A case might be made that there is actually something else and not just an absence of autistic characteristics at the other end of the autism spectrum. Most fundamentally, autism may reflect an excessive preoccupation with, and behaviour oriented towards the physical and ecological environments, “things” (which may include animals), at the cost of neglect of the social. V. K. Jaswal and N. Akhtar in an article on autism in Behavioral and Brain Sciences in June (see also their article in the New York Times, July 13) describe motor stereotypes but not other restricted and repetitive interests and activities. After all, it is no secret that Silicon valley is populated by austicish individuals preoccupied with their computers, programmes and gadgets. At the other end of the spectrum “saints” (Williams syndrome?) but also “sinners” (psychopaths) reflect an excessive preoccupation with, and behaviour oriented towards the social environment at the cost of neglect of the physical and ecological. The distinction between saints and sinners simply reflects whether the prevailing social orientation at that end of the hypothesized spectrum tends towards cooperative (altruistic – + or mutualistic + + interactions) versus conflict (selfish + – or spiteful – – ones). Individuals with Williams syndrome are exuberantly social including linguistically but in addition to lacking many ecologically-oriented cognitive skills such as spatial ones, lack social caution or fear. Of course, few individuals are at either of these social extremes, just as few are at the ecological or social extremes, most being somewhere closer to the middle.
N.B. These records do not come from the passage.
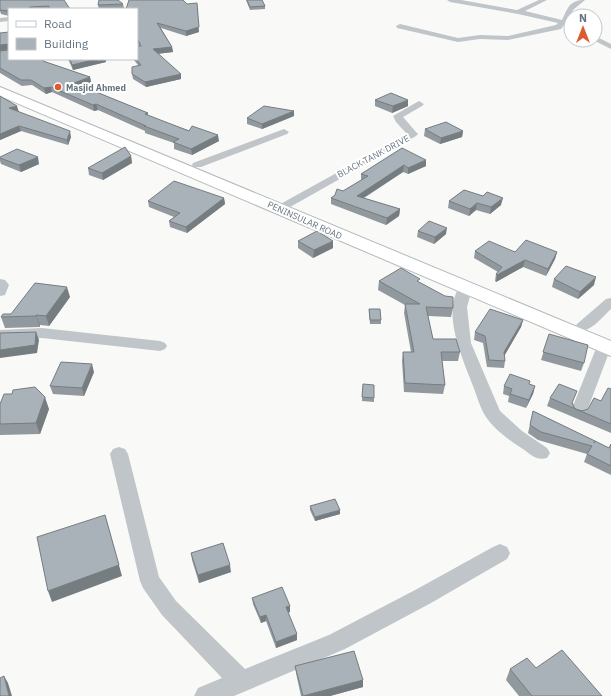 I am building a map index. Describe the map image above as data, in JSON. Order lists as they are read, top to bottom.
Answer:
{
  "streets": {
    "main road": ["PENINSULAR ROAD"],
    "street": ["BLACK TANK DRIVE"]
  },
  "crossings": [
    ["BLACK TANK DRIVE", "PENINSULAR ROAD"]
  ],
  "places": ["Masjid Ahmed"],
  "legend": ["Road", "Building"],
  "north": "top"
}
Unfortunately, because the same ecological versus social distinction could be drawn about any selection process, none of this speaks to which one or ones of several possible selection processes – biological evolution, development, individual learning or sociocultural evolution is responsible for giving rise to autistics versus saints and/or sinners. Jaswal and Akhtar argue that autistics do not lack social motivation or interest. Instead, there may be a lack of ability or even adaptive or cultural reasons to avoid engaging in various forms of social interaction towards that end of the spectrum. It seems likely that genetics and/or development is involved but Jaswal and Akhtar make a good case that individual learning (“adaptation”) and/or cultural transmission are also part of the story.